High-Throughput Sequencing

Fuzzy Sequencing: Sometimes close enough is good enough

DNA is coded by 4 bases, but no one said that's how we have to sequence it. Ready to have your mind bent?

Brian Krueger

15 Jul 2025 • 3 min read

Zhou W, et al. 2025. A fuzzy sequencer for rapid DNA fragment counting and genotyping. Nature Biomedical Engineering.
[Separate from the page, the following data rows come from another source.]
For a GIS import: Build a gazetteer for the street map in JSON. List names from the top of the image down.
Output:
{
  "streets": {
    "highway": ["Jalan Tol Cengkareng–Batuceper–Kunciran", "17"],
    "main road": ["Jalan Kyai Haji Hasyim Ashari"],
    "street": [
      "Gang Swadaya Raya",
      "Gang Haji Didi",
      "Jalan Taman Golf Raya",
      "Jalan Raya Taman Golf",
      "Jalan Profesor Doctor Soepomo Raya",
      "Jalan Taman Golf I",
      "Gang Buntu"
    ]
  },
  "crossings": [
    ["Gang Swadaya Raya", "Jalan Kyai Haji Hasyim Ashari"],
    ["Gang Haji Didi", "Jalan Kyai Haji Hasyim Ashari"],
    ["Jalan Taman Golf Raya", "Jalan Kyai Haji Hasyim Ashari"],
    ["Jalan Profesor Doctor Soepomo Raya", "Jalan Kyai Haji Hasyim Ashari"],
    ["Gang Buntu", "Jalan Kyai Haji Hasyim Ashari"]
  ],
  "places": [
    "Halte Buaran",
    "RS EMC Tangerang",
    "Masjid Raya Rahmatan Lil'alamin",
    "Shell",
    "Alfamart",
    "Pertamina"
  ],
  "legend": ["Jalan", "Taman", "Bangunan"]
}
DOI: 10.1038/s41551-025-01430-8

My brain was never more broken than when I tried to learn about SOLiD's color space but "Fuzzy Sequencing" is a close contender!

If you remember the ABI SOLiD sequencer, it operated VERY differently than the sequencing by synthesis technology that has come to dominate sequencing for the past 2 decades.

SOLiD was a "sequencing by ligation" technology that ligated fluorescently labeled nucleotide pairs together to determine the sequence of a target DNA molecule.

It also employed an incomprehensible color encoding scheme where 4 dyes were used to label the 16 (4x4) nucleotide pairs and the sequence was determined by deconvoluting the sequences obtained using 3 different sequencing primers (each shifted by one base).

If that sounds confusing, it is - but it helped introduce this concept that just because there's 4 bases, it doesn't mean you have to sequence them individually in a strictly linear fashion.

Oxford Nanopore (ONT) has done something similar with its sequence detection scheme where their pores aren't actually sequencing individual bases at any given time...they're predicting what Kmer (an ~ 6 base sequence) is present in the pore.

It's much easier to try to detect a Kmer than to detect the signal of a single base as it occludes a nanopore!

But both SOLiD and ONT use(d) their sequencing schemes to try to identify an accurate sequence of the individual bases contained in the DNA fragment being sequenced.

What if you didn't care what the sequence actually was?

Are there more efficient ways to identify a target molecule than by sequencing it at single base resolution?

Those might sound like insane questions, but some of the most lucrative applications of sequencing technology DO NOT require single base resolution to give us the answers we're seeking.

For example, most pathogen detection or microbial identification tests, non-invasive prenatal testing for chromosomal anomalies, or whole transcriptome profiling - basically anything where we're counting/detecting fragments - don't need single base resolution to accurately identify those things!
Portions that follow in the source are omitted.